Beinahe wäre es in den Fünfzigerjahren vorbei gewesen mit dem Duisburger Hafen. Der ständig sinkende Rheinpegel hatte dafür gesorgt, dass einige Hafenbecken beinahe trockengefallen und nicht mehr nutzbar waren. Was aber taten die klugen Leute am Zusammenfluss von Rhein und Ruhr? Sie forcierten den Abbau der Kohleflöze unterhalb des Hafens. Was sonst unerwünscht war, half: Die Böden der Becken sackten um zwei Meter ab und wurden wieder schiffbar. Diese Anekdote ist typisch für den Duisburger Hafen, der ja eigentlich der Ruhrorter Hafen ist. Bis 1902 war diese Stadt ja selbstständig und über Jahrhunderte mindestens so wichtig wie Duisburg selbst. Weit und breit der wichtigste Platz für Binnenschiffer war Ruhrort aber schon seit Beginn der Neuzeit. Ursprünglich linksrheinisch und mit Homberg verbunden war Ruhrort über Jahrhunderte eine Insel zwischen den Flüssen, und die weniger breiten Ruhr- und Rheinarme konnten als sichere Ankerplätze genutzt werden.

Das Kastell Ruhrort um 1587 (Bild: Wikimedia)

Das Kastell Ruhrort um 1587 (Bild: Wikimedia)

1665 gründete sich eine Schiffergilde, die vor allem beim Handel mit Kohle fast ein Monopol am Niederrhein hatte. Unter den Preußen wuchs der Handel, und der Ruf nach einem „richtigen“ Hafen wurde laut. Halbherzig begann man um 1715 mit dem Bau eines Hafenbeckens, aber erst ein Dekret des Magistrats aus dem September 1716 beförderte die Sache. Deshalb gilt der 16. September als Hafengeburtstag, und im vergangenen Jahr konnte das Dreihundert-Jahr-Jubiläum gefeiert werden. Übrigens: Duisburg selbst war nach der Rheinverlagerung, durch die Ruhrort rechtsrheinisch wurde, vom Fluss abgeschnitten, was den Handel ziemlich beeinträchtigte. Also begann man Anfang des 19. Jahrhunderts damit, einen Kanal zur Ruhr zu graben. Das brachte zumindest Anschluss an ein strömendes Gewässer. Aber erst der 1832 eingeweihte Rheinkanal, Projekt einer von Duisburger Kaufleuten gegründeten Aktiengesellschaft, brachte die Stadt zurück an den Rhein. Aus diesem Rheinkanal wurde nach und nach der Duisburger Innenhafen.

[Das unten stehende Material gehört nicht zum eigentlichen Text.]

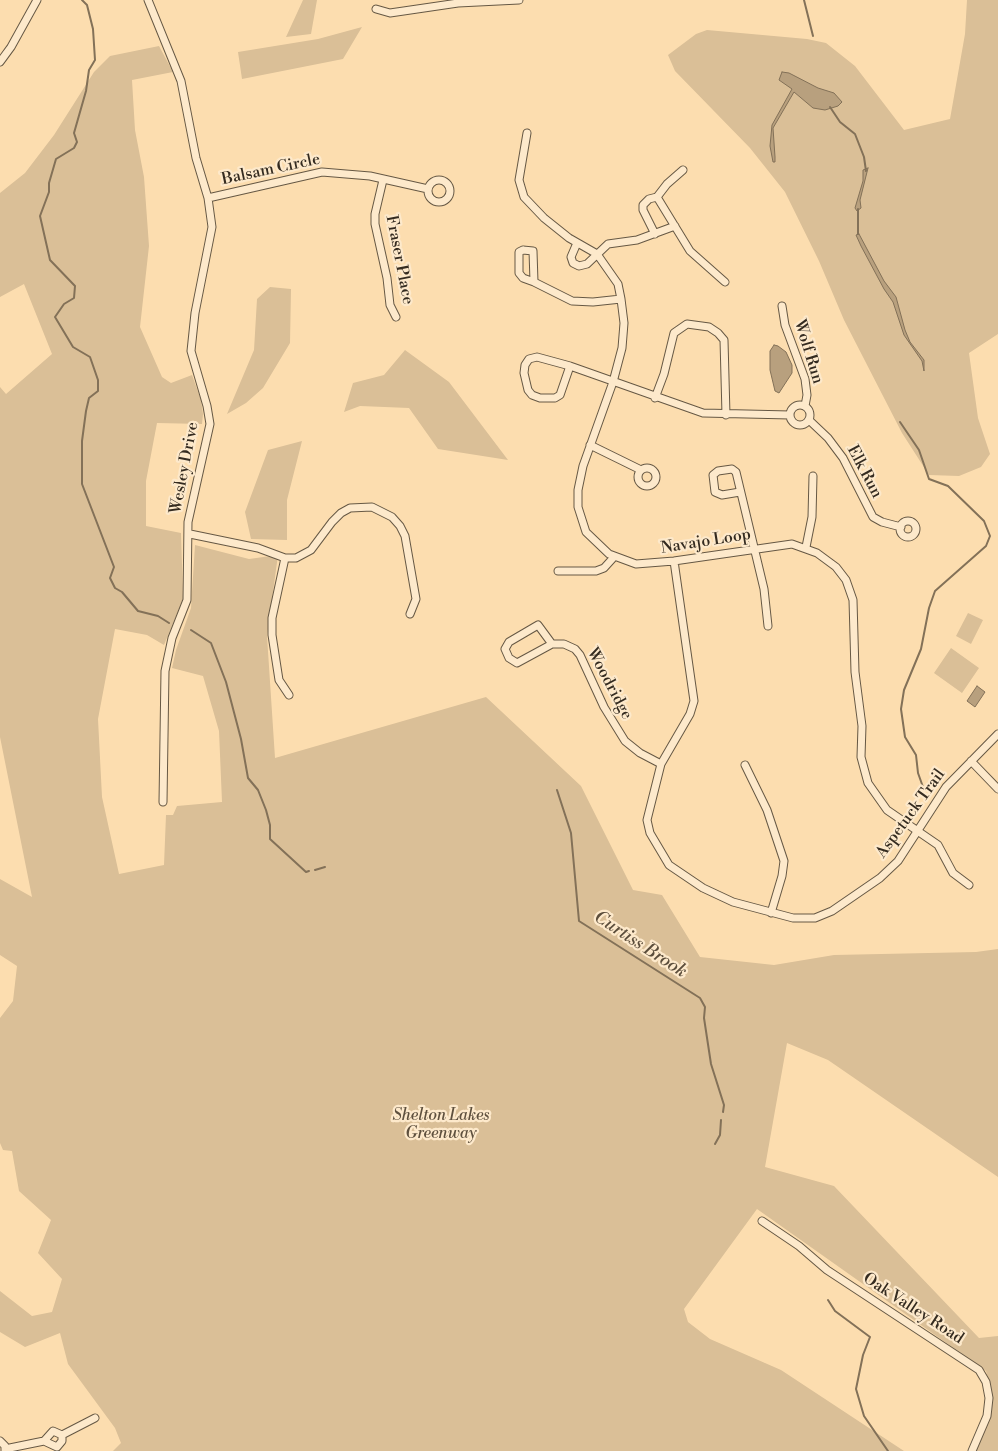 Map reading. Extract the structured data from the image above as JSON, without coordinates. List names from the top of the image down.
{
  "streets": {
    "street": [
      "Balsam Circle",
      "Fraser Place",
      "Wolf Run",
      "Wesley Drive",
      "Elk Run",
      "Navajo Loop",
      "Woodridge",
      "Aspetuck Trail",
      "Oak Valley Road"
    ]
  },
  "crossings": [
    ["Balsam Circle", "Fraser Place"],
    ["Balsam Circle", "Wesley Drive"],
    ["Wolf Run", "Elk Run"],
    ["Navajo Loop", "Aspetuck Trail"],
    ["Woodridge", "Aspetuck Trail"]
  ],
  "water": ["Curtiss Brook"],
  "parks": ["Shelton Lakes Greenway"]
} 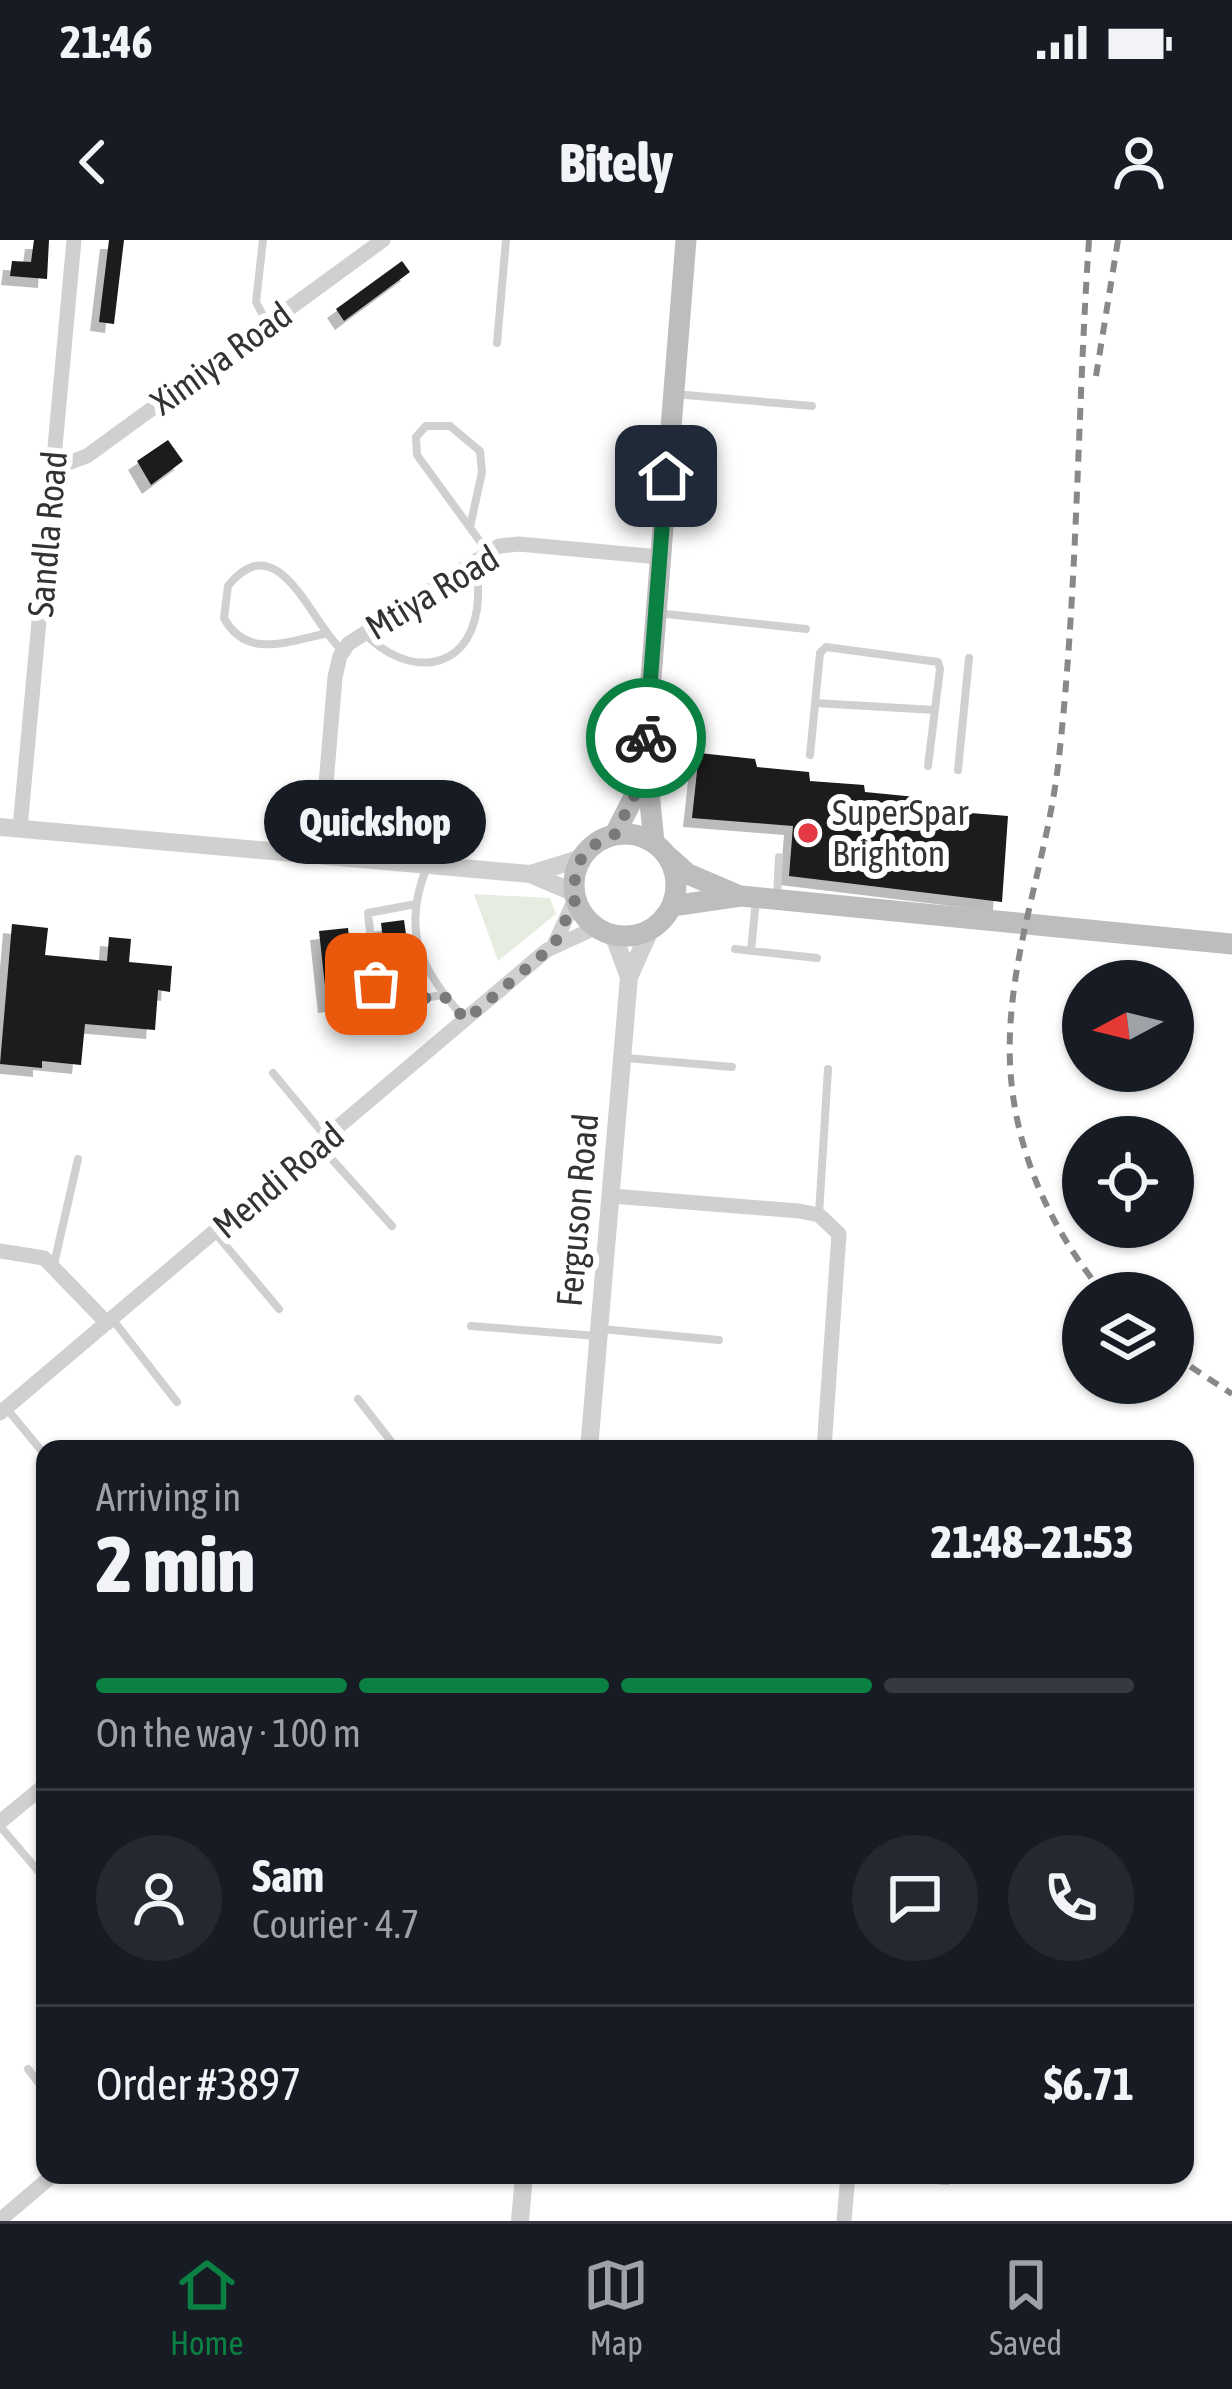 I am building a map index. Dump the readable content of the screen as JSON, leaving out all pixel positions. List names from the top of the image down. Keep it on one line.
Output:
{"streets":{"street":["Ximiya Road","Sandla Road","Mtiya Road","Mendi Road","Ferguson Road"]},"crossings":[["Ximiya Road","Sandla Road"],["Mendi Road","Ferguson Road"]],"places":["SuperSpar Brighton","Quickshop"],"north":"left","page":{"status":"21:46","header":"Bitely","bubble":"Quickshop","heading":["2 min","Arriving in","21:48–21:53"],"panel":["Sam","Courier · 4.7","Order #3897","$6.71"],"bar":"On the way · 100 m","tabs":["Home","Map","Saved"]}} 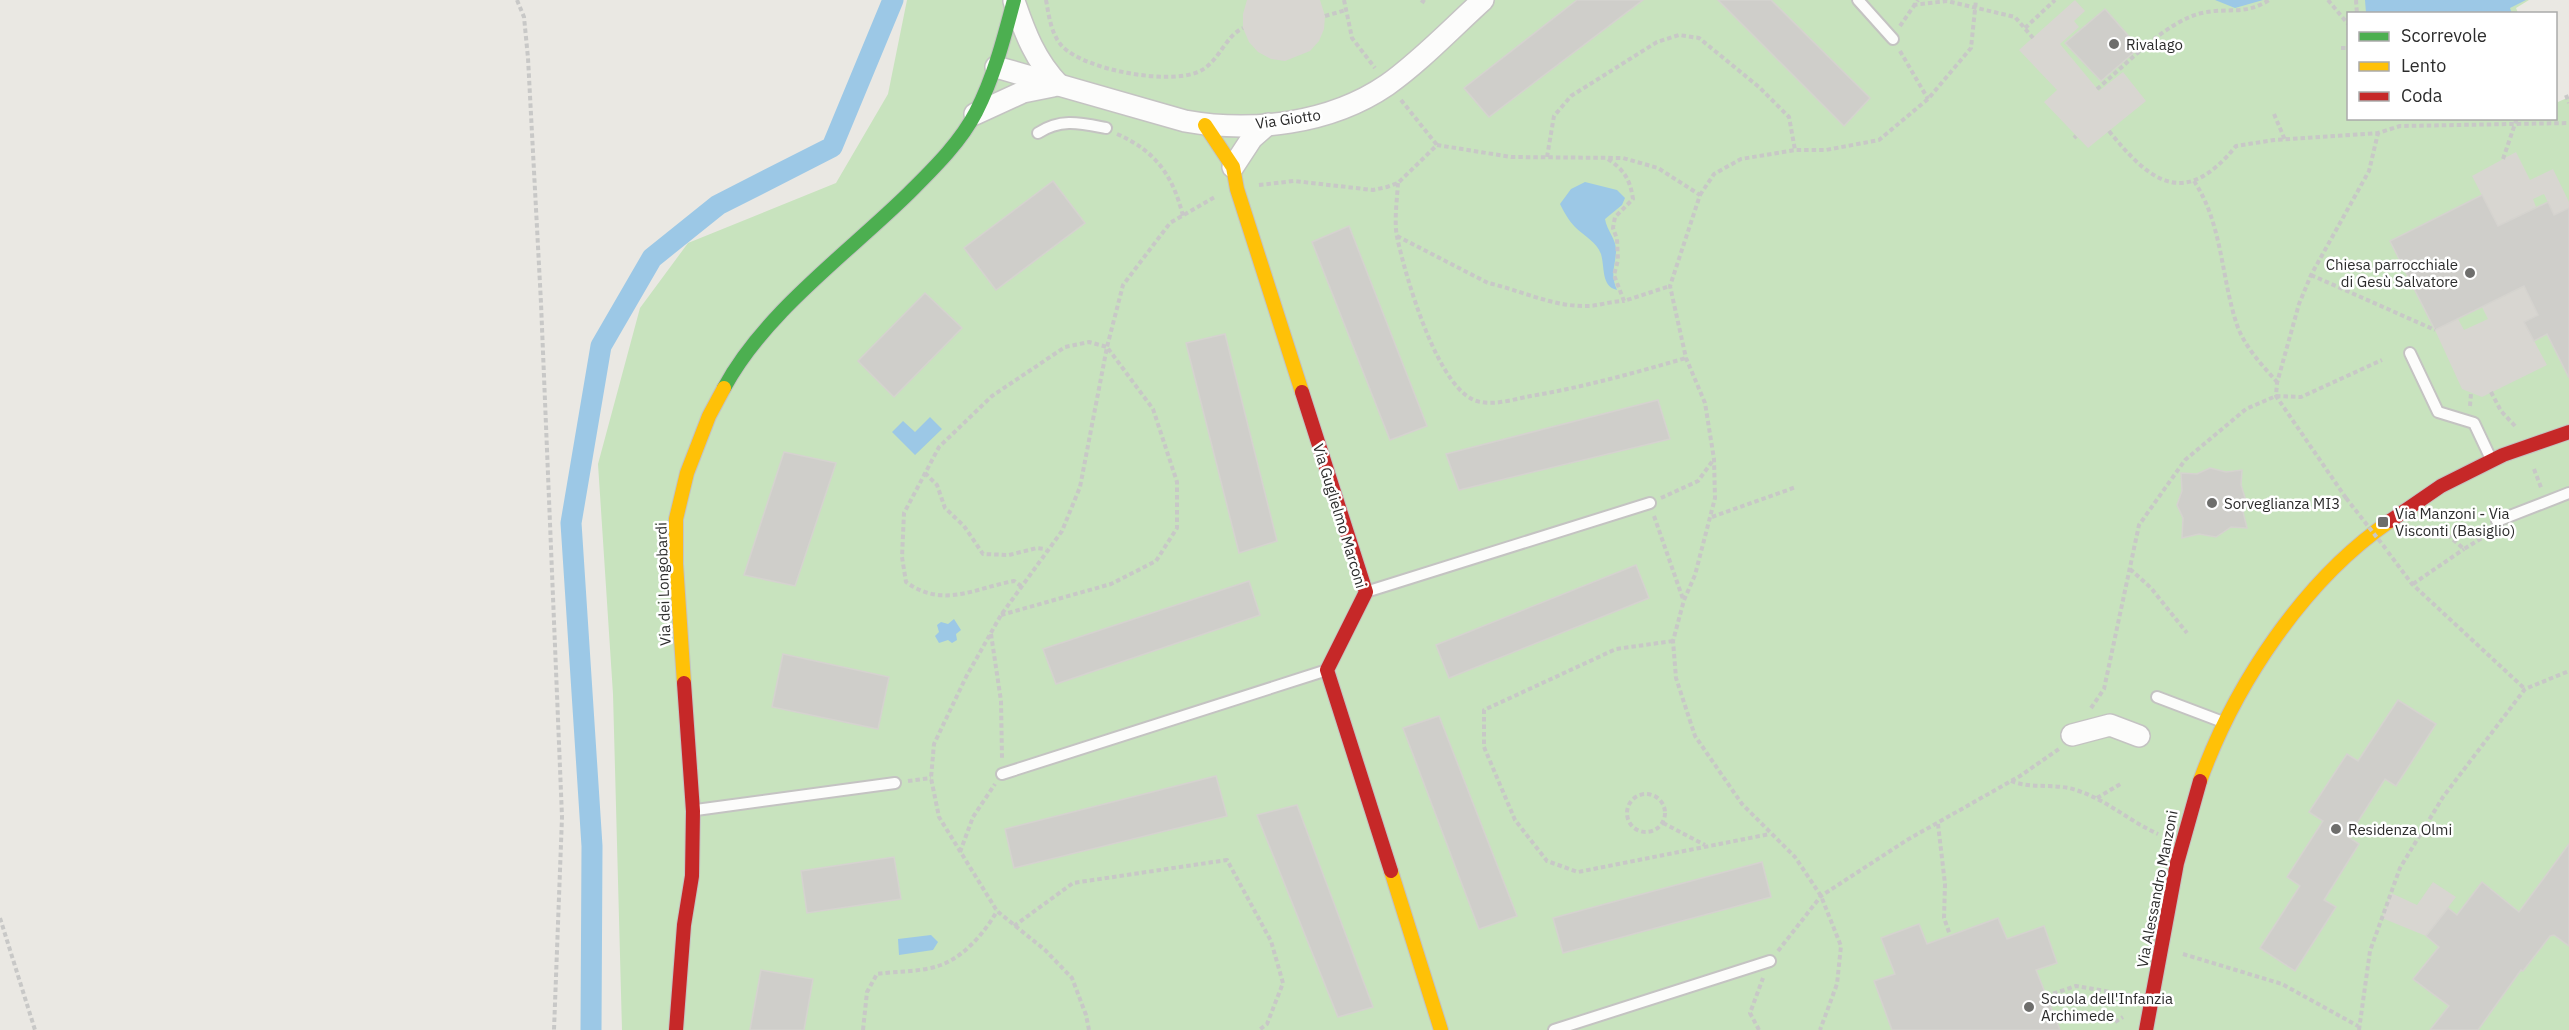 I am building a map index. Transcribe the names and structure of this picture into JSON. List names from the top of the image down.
{
  "streets": {
    "street": [
      "Via Giotto",
      "Via Guglielmo Marconi",
      "Via dei Longobardi",
      "Via Alessandro Manzoni"
    ]
  },
  "crossings": [
    ["Via Giotto", "Via Guglielmo Marconi"],
    ["Via Giotto", "Via dei Longobardi"]
  ],
  "places": {
    "other": [
      "Rivalago",
      "Chiesa parrocchiale di Gesù Salvatore",
      "Sorveglianza MI3",
      "Residenza Olmi",
      "Scuola dell'Infanzia Archimede"
    ],
    "transit": ["Via Manzoni - Via Visconti (Basiglio)"]
  },
  "legend": ["Scorrevole", "Lento", "Coda"]
}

Die Konkurrenz zwischen Ruhrort und Duisburg

Während der Ruhrorter Hafen schon 1848 an das Eisenbahnnetz angeschlossen wurde, diente der Duisburger Hafen weiter dem Handel, der über die Fernstraßen lief, die Duisburg berührten oder durchschnitten. Beide Häfen wuchsen mit der rasanten Entwicklung des Ruhrkohlebergbaus und dem schnellen Wachstum der Schwerindustrie und wurden zu erbitterten Konkurrenten. Über Jahrzehnte gab es Streitigkeiten, und erst 1905 – drei Jahre nachdem aus Ruhrort, Meiderich und Duisburg eine gemeinsame Großstadt entstanden war – kam es zur Gründung einer Betriebsgemeinschaft. Aus dieser Gemeinschaft ist letztlich die Duisburger Hafen AG bzw. die duisport-Gruppe entstanden, die heute nicht nur die Häfen betreibt, sondern ein ganzes Bündel an Transport- und Logistikleistungen anbietet.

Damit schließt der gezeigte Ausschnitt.